Give back the lines of the entries below exactly as written, from the first line to the line holding "height:4px; margin:-2px; padding:0", both included, with the pictures omitted.

[Data entries]
....................

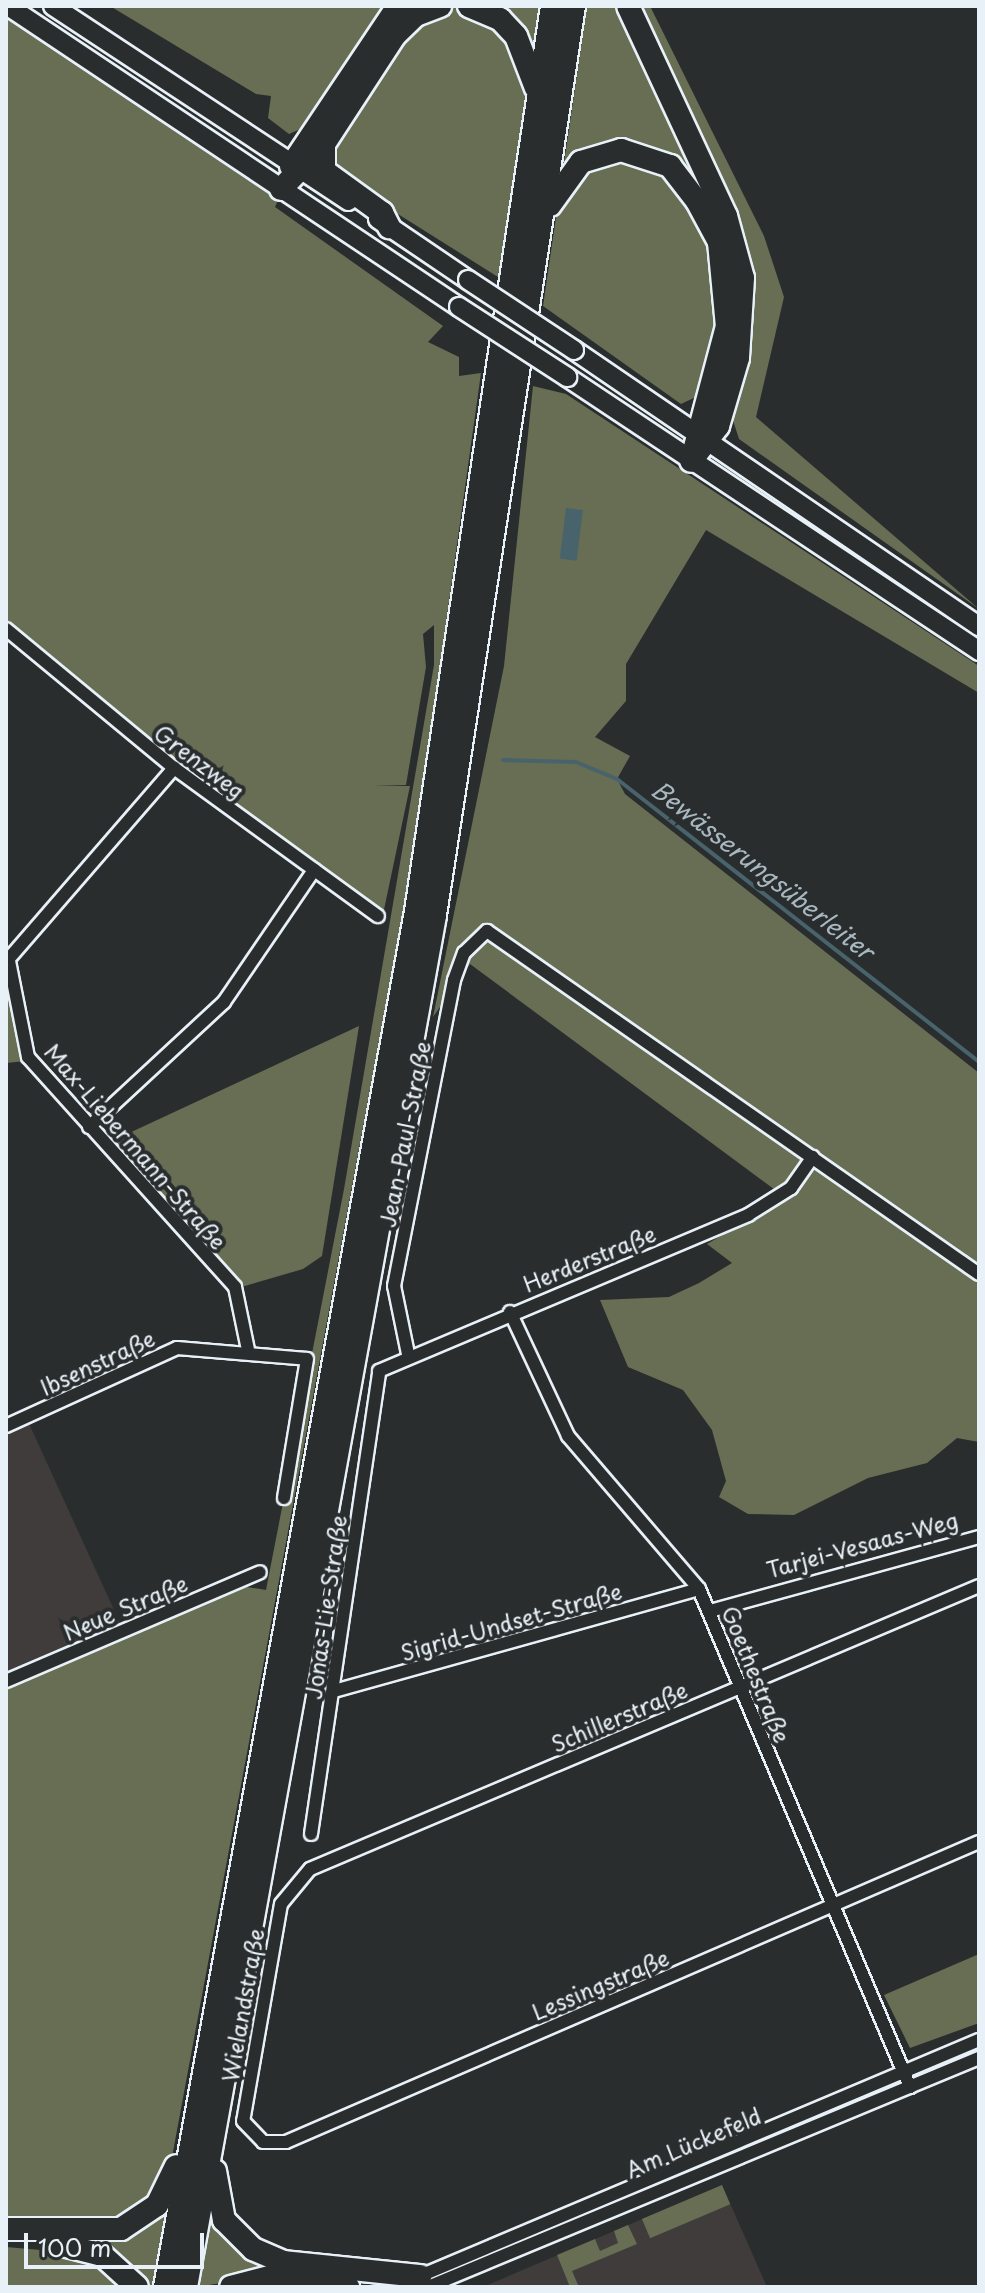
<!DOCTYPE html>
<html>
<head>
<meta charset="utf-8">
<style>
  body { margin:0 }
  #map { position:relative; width:985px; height:2293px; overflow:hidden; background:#2a2d2e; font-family:"Playpen Sans",sans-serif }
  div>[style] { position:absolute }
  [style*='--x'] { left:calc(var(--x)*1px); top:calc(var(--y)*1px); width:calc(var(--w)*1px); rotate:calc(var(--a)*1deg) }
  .built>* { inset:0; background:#3f3c3b }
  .green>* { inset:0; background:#676e54; transform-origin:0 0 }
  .water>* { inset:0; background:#48636c; transform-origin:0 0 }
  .stream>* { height:4px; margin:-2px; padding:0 2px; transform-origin:2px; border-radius:2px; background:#48636c }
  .roads { filter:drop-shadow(2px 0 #e8f1f8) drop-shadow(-2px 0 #e8f1f8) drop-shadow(0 2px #e8f1f8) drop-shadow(0 -2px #e8f1f8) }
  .street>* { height:12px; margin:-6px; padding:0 6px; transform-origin:6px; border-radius:6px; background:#2a2d2e }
  .primary>* { height:18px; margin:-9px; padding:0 9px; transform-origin:9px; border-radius:9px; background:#2a2d2e }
  .highway>* { height:22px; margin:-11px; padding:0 11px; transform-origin:11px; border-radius:11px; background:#2a2d2e }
  .bridges { filter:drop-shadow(2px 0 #e8f1f8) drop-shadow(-2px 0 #e8f1f8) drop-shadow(0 2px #e8f1f8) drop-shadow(0 -2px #e8f1f8) }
  .primary-bridge>* { height:18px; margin:-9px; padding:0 9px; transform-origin:9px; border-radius:9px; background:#2a2d2e }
  span { translate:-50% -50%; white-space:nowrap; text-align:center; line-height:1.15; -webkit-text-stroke:8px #2a2d2e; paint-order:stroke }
  .street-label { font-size:22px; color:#e8f1f8 }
  .water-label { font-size:24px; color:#a8b8c0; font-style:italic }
  .frame { position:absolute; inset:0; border:8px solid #e8f1f8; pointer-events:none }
  .scale { position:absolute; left:24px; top:2233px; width:180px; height:36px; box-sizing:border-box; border:4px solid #e8f1f8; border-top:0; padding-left:10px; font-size:24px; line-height:28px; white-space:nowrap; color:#e8f1f8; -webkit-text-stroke:6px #2a2d2e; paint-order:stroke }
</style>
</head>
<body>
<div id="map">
  <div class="built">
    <i style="clip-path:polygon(26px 1417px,125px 1634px,6px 1686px,6px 1426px)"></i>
    <i style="clip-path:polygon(722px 2185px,767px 2287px,483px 2287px)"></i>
  </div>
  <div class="green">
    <i style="clip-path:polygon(110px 6px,542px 6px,498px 277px,336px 175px,305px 127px,289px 134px,268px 118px,271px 96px,256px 94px)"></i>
    <i style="clip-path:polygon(587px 6px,650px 6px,764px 236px,784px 297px,756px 417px,979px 609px,739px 439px,730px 411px,698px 396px,681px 404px,543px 306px)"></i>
    <i style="clip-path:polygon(6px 18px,278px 200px,275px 207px,443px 326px,428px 342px,459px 357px,459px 376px,481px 373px,414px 852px,170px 2168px,132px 2218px,6px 2223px,6px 1686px,247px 1587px,266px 1590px,344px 1189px,434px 665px,434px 625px,423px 634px,426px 667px,406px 785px,373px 786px,410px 786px,381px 924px,6px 629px)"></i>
    <i style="clip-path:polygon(533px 386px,566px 394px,979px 666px,979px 693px,706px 530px,626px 664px,626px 701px,595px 737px,630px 756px,617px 779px,625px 794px,979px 1073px,979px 1442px,957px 1438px,927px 1463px,868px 1478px,794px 1515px,748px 1514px,719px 1497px,726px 1481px,712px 1430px,683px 1390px,628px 1367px,600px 1300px,669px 1297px,699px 1283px,732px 1263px,707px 1244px,786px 1198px,470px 964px,433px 1017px,504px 666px)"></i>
    <i style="clip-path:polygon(6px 968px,26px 1061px,6px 1063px)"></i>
    <i style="clip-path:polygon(359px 1026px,322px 1256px,303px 1269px,238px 1288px,112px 1141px)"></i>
    <i style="clip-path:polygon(979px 1954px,979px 2023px,910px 2048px,884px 1995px)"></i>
    <i style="left:722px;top:2185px;width:21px;height:87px;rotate:67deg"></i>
    <i style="clip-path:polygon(211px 2199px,227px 2235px,385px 2282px,292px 2271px,197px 2287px)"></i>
    <i style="clip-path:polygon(169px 2200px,155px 2287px,144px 2287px,85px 2239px)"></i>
    <i style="clip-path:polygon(628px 2225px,637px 2244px,572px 2271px,579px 2287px,570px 2287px,557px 2255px,595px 2239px,600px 2251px,618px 2243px,614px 2231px)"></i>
    <i style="clip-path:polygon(6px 2247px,87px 2254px,130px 2287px,6px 2287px)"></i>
  </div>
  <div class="water">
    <i style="left:566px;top:508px;width:17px;height:51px;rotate:7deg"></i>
  </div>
  <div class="stream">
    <i style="--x:503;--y:760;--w:73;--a:1.6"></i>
    <i style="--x:576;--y:762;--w:44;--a:22.5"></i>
    <i style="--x:617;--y:779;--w:459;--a:38"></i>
  </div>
  <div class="roads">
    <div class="street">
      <i style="--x:6;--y:629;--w:218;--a:39.6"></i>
      <i style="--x:174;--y:768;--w:252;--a:36"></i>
      <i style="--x:9;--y:961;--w:98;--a:78.8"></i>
      <i style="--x:28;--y:1057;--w:309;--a:48"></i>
      <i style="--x:235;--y:1287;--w:64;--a:78.3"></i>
      <i style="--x:6;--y:962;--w:257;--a:-49.1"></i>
      <i style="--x:89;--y:1127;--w:184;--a:-42.8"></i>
      <i style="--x:224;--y:1002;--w:160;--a:-55.7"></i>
      <i style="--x:510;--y:1312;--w:137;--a:64.9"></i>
      <i style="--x:568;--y:1436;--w:201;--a:49.4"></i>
      <i style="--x:699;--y:1589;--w:541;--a:67.04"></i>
      <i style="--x:408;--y:1354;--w:69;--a:-101.6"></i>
      <i style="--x:394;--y:1286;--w:312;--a:-78.9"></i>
      <i style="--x:454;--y:980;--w:29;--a:-70"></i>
      <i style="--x:464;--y:953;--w:32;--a:-44"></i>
      <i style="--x:487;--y:931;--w:600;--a:34.88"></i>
      <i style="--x:6;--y:1426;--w:188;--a:-24.5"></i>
      <i style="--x:177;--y:1348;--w:130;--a:4.8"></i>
      <i style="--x:307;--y:1359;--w:141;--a:99.4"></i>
      <i style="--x:979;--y:1586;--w:726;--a:157.07"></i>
      <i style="--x:310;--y:1869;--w:45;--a:129.6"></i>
      <i style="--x:281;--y:1904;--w:220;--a:99.9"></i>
      <i style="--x:243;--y:2121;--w:29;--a:46"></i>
      <i style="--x:263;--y:2142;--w:23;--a:0"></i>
      <i style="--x:286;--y:2142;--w:755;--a:-23.41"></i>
      <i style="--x:710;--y:1611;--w:279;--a:-15.4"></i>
      <i style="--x:6;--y:1681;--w:276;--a:-23.2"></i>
      <i style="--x:334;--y:1691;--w:379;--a:-15.6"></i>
      <i style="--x:311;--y:1834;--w:468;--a:-81.6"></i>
      <i style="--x:379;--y:1371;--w:401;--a:-22.9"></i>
      <i style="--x:748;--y:1215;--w:51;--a:-32.1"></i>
      <i style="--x:791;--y:1188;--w:38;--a:-55"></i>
      <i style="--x:420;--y:2276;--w:607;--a:-22.89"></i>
      <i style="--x:428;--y:2287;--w:597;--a:-22.57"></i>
    </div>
    <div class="primary">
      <i style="--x:8;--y:6;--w:542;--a:33.72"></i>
      <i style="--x:53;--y:6;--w:354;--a:33.4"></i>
      <i style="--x:378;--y:219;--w:109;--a:34.1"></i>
      <i style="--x:574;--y:350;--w:490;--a:34.3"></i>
      <i style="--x:567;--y:377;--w:495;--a:33.6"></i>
    </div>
    <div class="highway">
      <i style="--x:469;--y:6;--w:34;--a:23"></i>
      <i style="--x:500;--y:19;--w:23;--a:47"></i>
      <i style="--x:516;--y:36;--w:56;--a:69"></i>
      <i style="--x:628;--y:6;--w:232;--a:65"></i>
      <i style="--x:726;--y:216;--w:64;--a:74.7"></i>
      <i style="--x:743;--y:278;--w:80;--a:93.6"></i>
      <i style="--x:738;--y:358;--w:71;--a:106.4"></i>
      <i style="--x:718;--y:426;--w:44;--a:127.6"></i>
      <i style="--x:324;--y:144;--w:27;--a:90"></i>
      <i style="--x:324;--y:171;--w:72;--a:35.9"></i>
      <i style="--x:382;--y:213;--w:16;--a:63"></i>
      <i style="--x:291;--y:166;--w:192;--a:-56.2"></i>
      <i style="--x:281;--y:189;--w:62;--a:-46.3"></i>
      <i style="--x:324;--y:144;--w:130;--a:-56.9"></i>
      <i style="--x:395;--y:35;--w:29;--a:-44"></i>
      <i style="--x:416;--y:15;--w:26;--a:-21"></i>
      <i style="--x:550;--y:205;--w:53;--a:-54.2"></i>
      <i style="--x:581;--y:162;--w:42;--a:-16.7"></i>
      <i style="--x:621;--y:150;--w:52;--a:18.1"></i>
      <i style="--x:670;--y:166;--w:44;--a:52.4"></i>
      <i style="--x:697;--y:201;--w:47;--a:61.8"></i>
      <i style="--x:719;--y:242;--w:84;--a:84.6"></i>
      <i style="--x:727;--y:326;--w:133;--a:104.8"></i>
      <i style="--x:215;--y:2171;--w:50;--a:79.6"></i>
      <i style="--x:224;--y:2220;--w:41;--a:45"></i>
      <i style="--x:253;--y:2249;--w:34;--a:23"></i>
      <i style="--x:284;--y:2262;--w:137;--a:5.9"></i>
      <i style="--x:6;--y:2229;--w:115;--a:0"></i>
      <i style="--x:121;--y:2229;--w:43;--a:-33.7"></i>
      <i style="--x:157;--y:2205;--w:43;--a:-64"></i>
      <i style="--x:59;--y:2244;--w:44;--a:14.3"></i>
      <i style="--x:102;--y:2255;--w:47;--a:42.4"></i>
      <i style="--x:165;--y:2287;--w:1399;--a:-79.66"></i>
      <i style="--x:416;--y:911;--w:915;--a:-81.45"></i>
      <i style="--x:186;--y:2287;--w:1394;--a:-79.71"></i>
      <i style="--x:435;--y:915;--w:920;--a:-81.31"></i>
      <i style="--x:231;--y:2287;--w:43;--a:-14.7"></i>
      <i style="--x:273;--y:2276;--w:76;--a:8.3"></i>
    </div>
  </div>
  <div class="bridges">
    <div class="primary-bridge">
      <i style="--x:468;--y:280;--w:127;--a:33.4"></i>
      <i style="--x:459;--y:307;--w:129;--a:32.9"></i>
    </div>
  </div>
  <div class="street-label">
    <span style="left:200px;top:761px;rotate:37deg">Grenzweg</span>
    <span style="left:404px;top:1134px;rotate:-79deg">Jean-Paul-Straße</span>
    <span style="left:136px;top:1146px;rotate:49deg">Max-Liebermann-Straße</span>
    <span style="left:589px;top:1258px;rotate:-22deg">Herderstraße</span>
    <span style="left:97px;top:1362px;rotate:-25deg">Ibsenstraße</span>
    <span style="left:862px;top:1544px;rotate:-15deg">Tarjei-Vesaas-Weg</span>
    <span style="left:125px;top:1607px;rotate:-23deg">Neue Straße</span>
    <span style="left:325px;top:1607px;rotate:-82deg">Jonas-Lie-Straße</span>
    <span style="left:511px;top:1621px;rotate:-16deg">Sigrid-Undset-Straße</span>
    <span style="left:757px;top:1674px;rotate:68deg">Goethestraße</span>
    <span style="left:619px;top:1716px;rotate:-23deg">Schillerstraße</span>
    <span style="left:600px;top:1984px;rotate:-23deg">Lessingstraße</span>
    <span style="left:242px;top:2005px;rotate:-80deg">Wielandstraße</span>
    <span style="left:693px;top:2142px;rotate:-23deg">Am Lückefeld</span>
  </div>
  <div class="water-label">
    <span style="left:763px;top:870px;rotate:38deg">Bewässerungsüberleiter</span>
  </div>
  <div class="frame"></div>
  <div class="scale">100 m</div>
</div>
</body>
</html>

....................

* Problem solution
<!DOCTYPE html>
<html>
<head>
<meta charset="utf-8">
<style>
  body { margin:0 }
  #map { position:relative; width:985px; height:2293px; overflow:hidden; background:#2a2d2e; font-family:"Playpen Sans",sans-serif }
  div>[style] { position:absolute }
  [style*='--x'] { left:calc(var(--x)*1px); top:calc(var(--y)*1px); width:calc(var(--w)*1px); rotate:calc(var(--a)*1deg) }
  .built>* { inset:0; background:#3f3c3b }
  .green>* { inset:0; background:#676e54; transform-origin:0 0 }
  .water>* { inset:0; background:#48636c; transform-origin:0 0 }
  .stream>* { height:4px; margin:-2px; padding:0 2px; transform-origin:2px; border-radius:2px; background:#48636c }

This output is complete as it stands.